Every task tool starts an asynchronous job. Use delegate_wait, then delegate_result, to retrieve the completed structured report.

| Need | Tool | |---|---| | Investigate an unfamiliar workspace through iterative search and reads | delegate_explore_workspace | | Summarize or compress files whose paths are already known | delegate_summarize_paths | | Perform an initial review of known code or a supplied diff | delegate_review_diff | | Rank relevant candidates from allowed file paths | delegate_find_relevant_files | | Analyze a known log file or supplied log text | delegate_analyze_log | | Inspect routing and API-key readiness | delegate_provider_status | | Test one provider connection | delegate_provider_smoke | | Wait, retrieve, inspect, or cancel jobs | delegate_wait, delegate_result, delegate_status, delegate_cancel |

Use the explorer when the question is focused but relevant files and relationships are not yet known. It exposes only bounded list_files, search_text, read_file, and read_file_range operations and requires a provider with OpenAI-compatible tool calling.
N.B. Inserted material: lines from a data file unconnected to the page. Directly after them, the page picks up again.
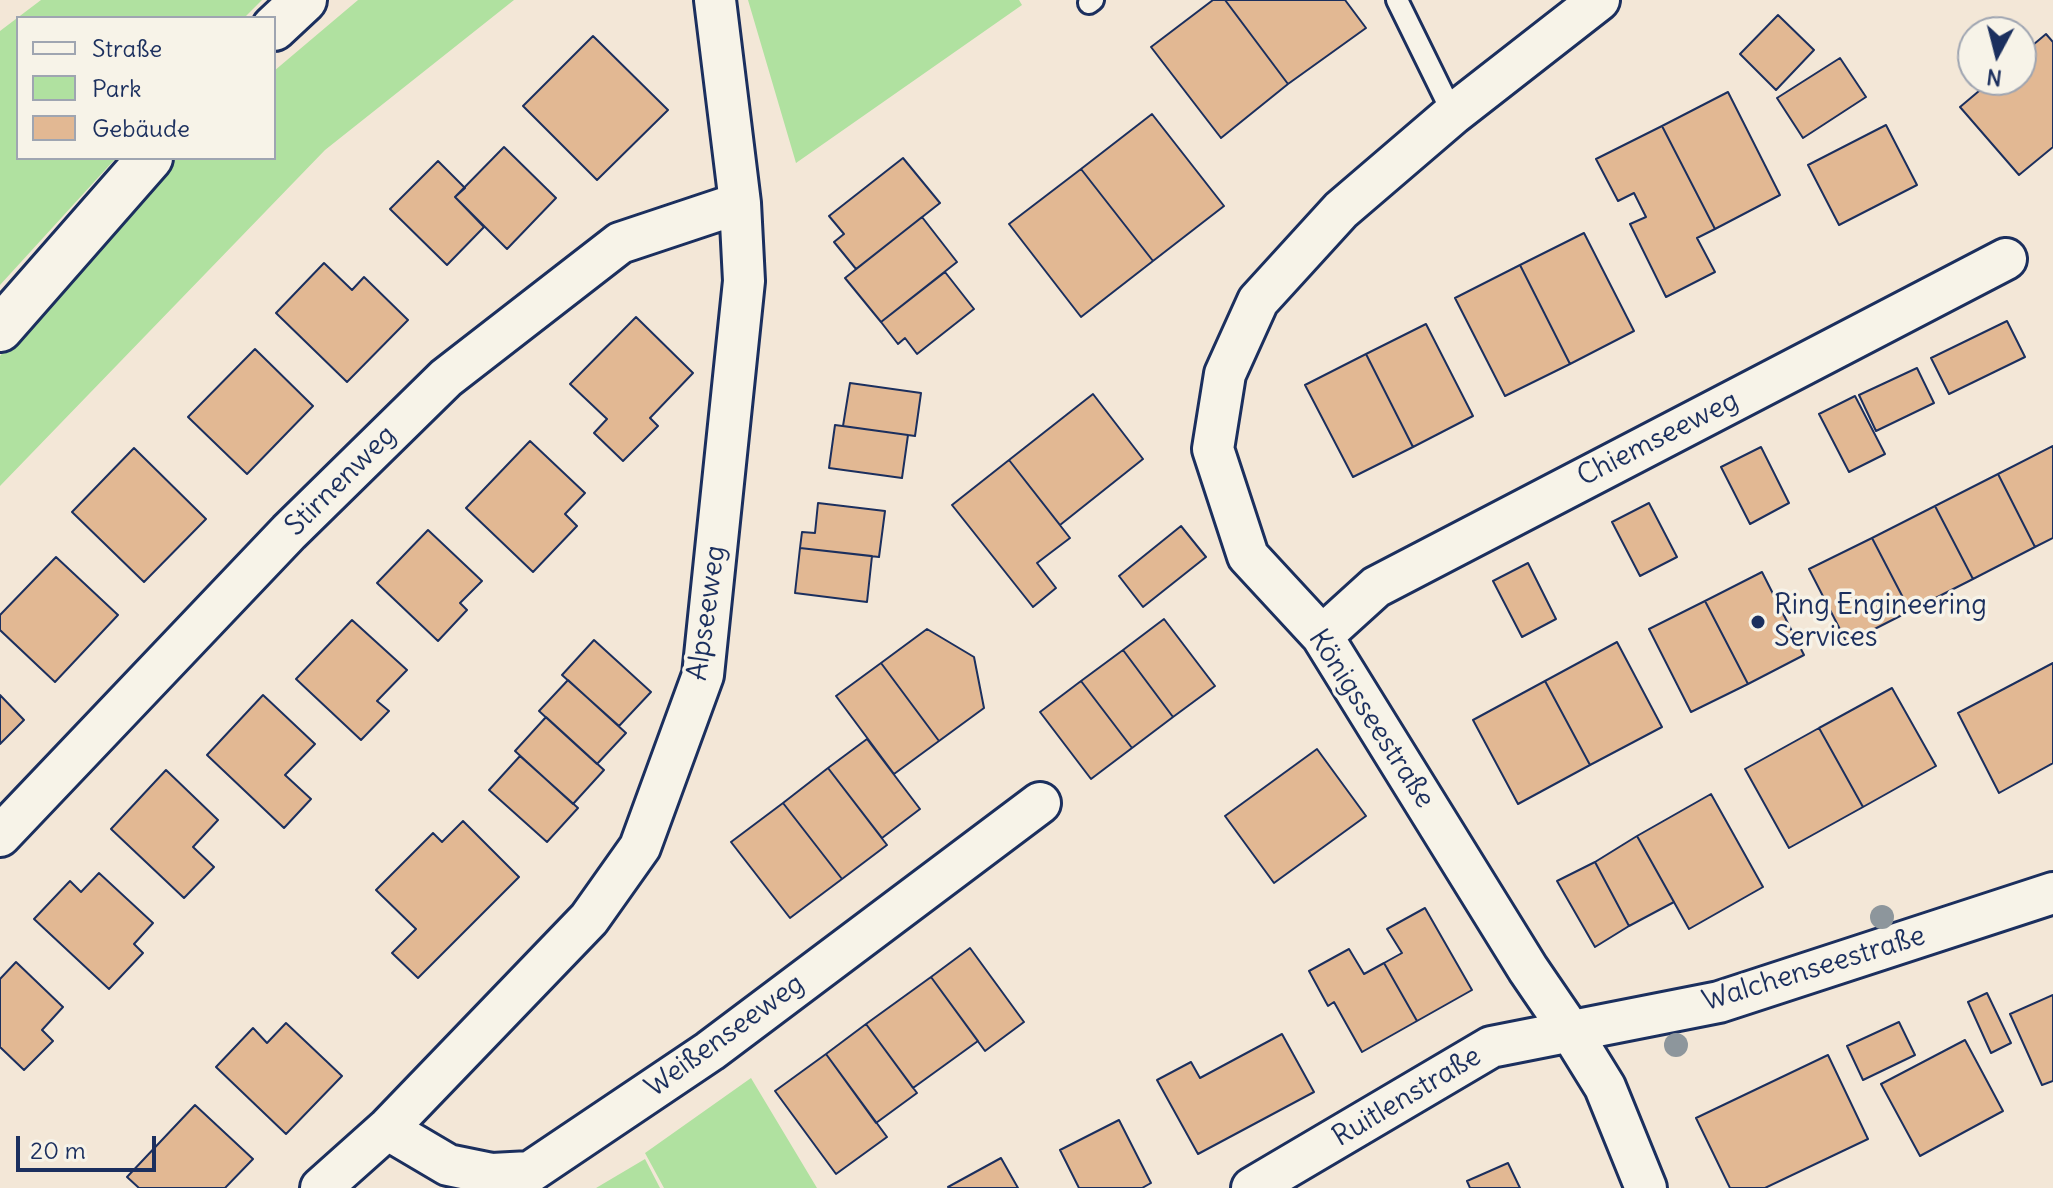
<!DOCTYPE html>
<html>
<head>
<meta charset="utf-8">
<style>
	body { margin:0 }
	#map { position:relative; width:2053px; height:1188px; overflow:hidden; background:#f3e7d7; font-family:Delius,sans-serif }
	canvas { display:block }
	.legend { position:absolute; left:16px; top:16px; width:260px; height:144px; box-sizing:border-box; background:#f7f3e8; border:2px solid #9fa5b1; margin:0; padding:10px 14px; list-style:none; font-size:24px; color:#1b2f5e }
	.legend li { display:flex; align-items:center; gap:16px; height:40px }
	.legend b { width:40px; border:2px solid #9fa5b1 }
	.north { position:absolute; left:1957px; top:16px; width:80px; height:80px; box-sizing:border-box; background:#f7f3e8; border:2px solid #9fa5b1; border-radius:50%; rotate:187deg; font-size:22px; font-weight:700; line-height:32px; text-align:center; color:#1b2f5e }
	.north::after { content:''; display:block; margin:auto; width:28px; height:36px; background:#1b2f5e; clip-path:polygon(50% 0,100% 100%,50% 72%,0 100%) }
	.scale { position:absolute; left:16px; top:1136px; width:140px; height:36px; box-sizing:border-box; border:4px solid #1b2f5e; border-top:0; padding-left:10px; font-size:24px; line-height:28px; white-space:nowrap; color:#1b2f5e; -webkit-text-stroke:6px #f7f3e8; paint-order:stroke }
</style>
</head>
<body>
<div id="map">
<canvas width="2053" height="1188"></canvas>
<ul class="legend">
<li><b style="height:10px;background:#f7f3e8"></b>Straße</li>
<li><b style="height:22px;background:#b0e1a0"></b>Park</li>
<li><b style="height:22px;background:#e2b893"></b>Gebäude</li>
</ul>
<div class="north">N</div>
<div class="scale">20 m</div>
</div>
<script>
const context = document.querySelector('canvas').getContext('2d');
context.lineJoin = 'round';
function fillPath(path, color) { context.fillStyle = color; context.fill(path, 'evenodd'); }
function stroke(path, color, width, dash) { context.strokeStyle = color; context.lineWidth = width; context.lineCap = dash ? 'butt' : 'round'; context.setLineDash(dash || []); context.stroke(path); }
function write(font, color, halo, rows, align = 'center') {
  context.font = font + ' Delius,sans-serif'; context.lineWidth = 7; context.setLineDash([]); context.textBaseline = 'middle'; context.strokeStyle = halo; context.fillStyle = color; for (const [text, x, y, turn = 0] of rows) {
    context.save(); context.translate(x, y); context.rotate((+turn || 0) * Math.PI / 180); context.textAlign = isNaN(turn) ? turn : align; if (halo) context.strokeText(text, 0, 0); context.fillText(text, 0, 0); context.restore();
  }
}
const green = new Path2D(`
	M41,0H262L244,18H18V158H116L0,285V31Z
	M358,0H514L325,150L0,486V356L162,166L172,158H274V71Z
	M748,0H1019L1022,5L796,163Z
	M751,1078L817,1188H664L645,1153Z
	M645,1159L660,1188H596Z`);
const building = new Path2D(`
	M1213,0H1225L1288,84L1221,138L1151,47Z
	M1225,0H1345L1366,28L1288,84Z
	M1778,15L1814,50L1776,90L1740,54Z
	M2046,34L2053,42V147L2019,175L1960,107L1992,80H2021V55Z
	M593,36L668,110L597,180L523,106Z
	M1840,58L1866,97L1803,138L1777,98Z
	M1728,92L1780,195L1715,229L1662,126Z
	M1152,114L1224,206L1153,261L1081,169Z
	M1886,125L1917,185L1839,225L1808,165Z
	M1662,126L1715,229L1697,238L1715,272L1666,297L1630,224L1646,217L1634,193L1618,201L1596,159Z
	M504,147L556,198L507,249L455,197Z
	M903,158L940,203L856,269L834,242L844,234L829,216Z
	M438,161L465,188L455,197L484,227L447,265L390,209Z
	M1081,169L1153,261L1081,317L1009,224Z
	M922,217L957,262L881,322L845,278Z
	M1584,233L1634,331L1570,364L1520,265Z
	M324,263L352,290L364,277L408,320L347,382L276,313Z
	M1520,265L1570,364L1505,396L1455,298Z
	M945,272L974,309L917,354L905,338L898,344L881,322Z
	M636,317L693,373L650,418L658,426L623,461L594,433L607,419L570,384Z
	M2007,321L2025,357L1949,394L1931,358Z
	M1426,324L1473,416L1413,447L1366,354Z
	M255,349L313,406L247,474L188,417Z
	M1366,354L1413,447L1353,477L1305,385Z
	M1917,368L1934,403L1876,431L1859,395Z
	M850,383L921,393L915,436L843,426Z
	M1093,394L1143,459L1060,525L1009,460Z
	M1855,396L1885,454L1849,472L1819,414Z
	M835,425L908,435L902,478L829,468Z
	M530,441L585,493L565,514L577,526L533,572L466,508Z
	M2053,446V538L2035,547L1998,474Z
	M1761,447L1789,503L1750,524L1721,467Z
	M134,448L206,519L144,582L72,512Z
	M1009,460L1070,538L1037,563L1056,588L1033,607L952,505Z
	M1998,474L2035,547L1973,579L1935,506Z
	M818,503L885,511L879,557L800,548L802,532L815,533Z
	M1649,503L1677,557L1640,576L1612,522Z
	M1935,506L1973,579L1910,611L1872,538Z
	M1181,526L1206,557L1143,607L1119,576Z
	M428,530L482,581L460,603L467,610L438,641L377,583Z
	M1872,538L1910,611L1847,643L1809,569Z
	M800,548L872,556L867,602L795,593Z
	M56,557L118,615L55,682L0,630V615Z
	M1528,563L1556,619L1522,637L1493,581Z
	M1762,572L1804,655L1748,684L1705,601Z
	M1705,601L1748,684L1691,712L1649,629Z
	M1164,619L1215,686L1173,717L1123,650Z
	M352,620L407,670L377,701L389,711L361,740L296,679Z
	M927,629L974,657L984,708L939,741L881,663Z
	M594,640L651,692L619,726L562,675Z
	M1617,642L1662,727L1590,765L1545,681Z
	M1123,650L1173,717L1132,748L1081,681Z
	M881,663L939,741L894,774L836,696Z
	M2053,663V763L1999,793L1958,713Z
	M568,680L626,733L597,764L539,711Z
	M1081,681L1132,748L1091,779L1040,712Z
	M1545,681L1590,765L1518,804L1473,720Z
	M1892,688L1936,766L1863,807L1819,728Z
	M0,695L24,720L0,744Z
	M263,695L315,744L285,775L311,799L284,828L207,755Z
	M546,717L604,770L573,804L515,751Z
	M1819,728L1863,807L1789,848L1745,769Z
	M867,739L920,809L882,838L828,768Z
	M1317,749L1366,816L1274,883L1225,816Z
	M520,756L578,808L547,842L489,790Z
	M828,768L887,845L842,879L783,803Z
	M166,770L218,820L193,847L214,867L184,898L111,829Z
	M1711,794L1763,887L1689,929L1637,836Z
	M783,803L842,879L790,918L731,842Z
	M463,821L519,877L418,978L392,953L416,929L376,890L433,833L442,842Z
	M1637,836L1674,902L1629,926L1595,862Z
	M1595,862L1629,926L1595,947L1557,881Z
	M99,873L153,923L134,944L143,953L109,989L34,919L70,881L81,892Z
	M1425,908L1472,990L1417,1021L1384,963L1402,953L1387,929Z
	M970,948L1024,1022L985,1051L931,977Z
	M1349,949L1364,974L1384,963L1417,1021L1362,1052L1334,1002L1328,1006L1309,971Z
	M16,962L63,1007L42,1030L53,1041L24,1070L0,1047V979Z
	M931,977L978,1041L913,1088L866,1024Z
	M1987,993L2011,1043L1991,1053L1968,1002Z
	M2053,995V1081L2042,1085L2010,1014Z
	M1899,1022L1915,1055L1863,1080L1847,1046Z
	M286,1023L342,1076L286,1134L216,1067L253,1028L267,1043Z
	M866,1024L917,1093L876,1123L826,1054Z
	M1282,1034L1314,1092L1198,1154L1157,1080L1191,1062L1200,1078Z
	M1965,1040L2003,1111L1920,1156L1881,1084Z
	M826,1054L887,1137L836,1174L775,1091Z
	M1828,1055L1868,1139L1765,1188H1730L1696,1118Z
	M195,1105L253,1159L225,1188H139L127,1177Z
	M1119,1120L1151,1183L1142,1188H1079L1060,1150Z
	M1001,1158L1018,1188H949L948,1187Z
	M1508,1163L1520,1188H1470L1467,1181Z`);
const lane = new Path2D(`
	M1397,0L1453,114
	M1089,3L1093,0`);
const street = new Path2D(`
	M1599,0L1453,114L1341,210L1258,301L1225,374L1213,449L1248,556L1322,636L1528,969L1571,1032L1605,1087L1646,1188
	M1322,636L1376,587L2006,259
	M0,836L289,532L446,378L620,243L740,203
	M387,1129L448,1165L492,1174L530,1172L710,1051L1040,803
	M321,1188L387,1129L589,919L640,847L703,675L744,281L740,203L715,0
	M1252,1188L1491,1047L1719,1002L2053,893`);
const secondary = new Path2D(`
	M274,28L304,0
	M0,329L150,158`);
const trees = [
	[1882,917],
	[1676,1045]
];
const markers = [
	[1758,622,8,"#1b2f5e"]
];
const streetNames = [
	["Chiemseeweg",1658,439,-27],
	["Stirnenweg",341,481,-45],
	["Alpseeweg",707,613,-82],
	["Königsseestraße",1371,719,57],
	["Walchenseestraße",1814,969,-17],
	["Weißenseeweg",725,1036,-36],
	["Ruitlenstraße",1407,1097,-31]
];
const poiNames = [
	["Ring Engineering",1774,606],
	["Services",1774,638]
];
fillPath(green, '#b0e1a0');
fillPath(building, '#e2b893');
stroke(building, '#1b2f5e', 2);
stroke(lane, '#1b2f5e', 26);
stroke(street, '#1b2f5e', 46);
stroke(secondary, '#1b2f5e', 50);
stroke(lane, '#f7f3e8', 20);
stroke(street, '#f7f3e8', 40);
stroke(secondary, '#f7f3e8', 44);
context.fillStyle = '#8d969c';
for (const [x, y] of trees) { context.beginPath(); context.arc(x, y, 12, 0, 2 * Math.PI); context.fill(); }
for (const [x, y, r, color] of markers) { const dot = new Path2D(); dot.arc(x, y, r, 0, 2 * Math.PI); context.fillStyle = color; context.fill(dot); stroke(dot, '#f7f3e8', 3); }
write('28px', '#1b2f5e', '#f7f3e8', streetNames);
write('28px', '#1b2f5e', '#f7f3e8', poiNames, 'left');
</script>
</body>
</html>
When paths are known, prefer the narrower task tool. It usually costs fewer provider turns and makes the result easier for Codex to verify.

Route Models By Role

A profile maps five roles to configured providers:

| Role | Typical work | |---|---| | explorer | Multi-turn investigation of unfamiliar code | | summarizer | Large known-file compression | | reviewer | Initial code and diff review | | log_analyst | Failure and log analysis | | file_finder | Cheap candidate-file ranking |

The generated config includes three example strategies:

| Profile | Strategy | |---|---| | single_provider | One provider handles every role | | cost_first | Lower-cost provider for routine labor; stronger reviewer | | quality_first | Stronger provider for exploration and analysis |

Switch strategies with one line:

{
  "routing": {
    "profile": "cost_first"
  }
}

Existing configs without an explicit explorer role remain valid; the server derives it from file_finder, then summarizer, then the first configured role. Profiles, automatic routing, and dynamic output budgets are documented in the complete configuration guide.

Safety And Trust

  • All delegated task tools are read-only.
  • Deny rules override allow rules.
  • Default deny rules block environment files, dependencies, build output, credentials, certificates, archives, binary media, PDFs, and Git internals.
  • Symlinks cannot escape the authorized workspace.
  • Cross-project delegation requires .external-subagents-mcp.json directly in the requested root.
  • API keys are read from environment variables only.
  • Cache stores hashes, metadata, telemetry, and model reports, not raw source.
  • Workspace content is treated as untrusted data in provider prompts.
  • Authorized source and logs are sent to the provider you configure and remain subject to that provider's data policy.
  • External reports are advisory. Codex must verify important evidence before changing code.

Observable Delegation

Job records make external work inspectable:

  • externalApiCalled: whether this request contacted a provider
  • usage: provider-reported prompt, completion, and total tokens
  • cacheHit: whether a previous result was reused
  • recovery: strict, repaired, salvaged, text-fallback, or raw-fallback parsing
  • exploration: turns, tool calls, files read, source bytes, search matches, and limits reached
  • workspaceRoot, inputBytes, provider, route, elapsed time, and output budget

For explorer jobs, inputBytes covers the initial task prompt while exploration.sourceBytesRead records source read during the tool loop. File-list caps are reported as truncated or omitted so Codex can tell when a candidate set is incomplete. Completed job records are retained for recent in-process lookups; very old job IDs may age out during long Codex sessions.

Documentation

Project Status

The current release is 0.3.2, a stability patch for long Codex sessions and large repositories: completed jobs now have bounded retention, and truncated file candidate lists are visible to Codex and external workers. See the changelog for release details.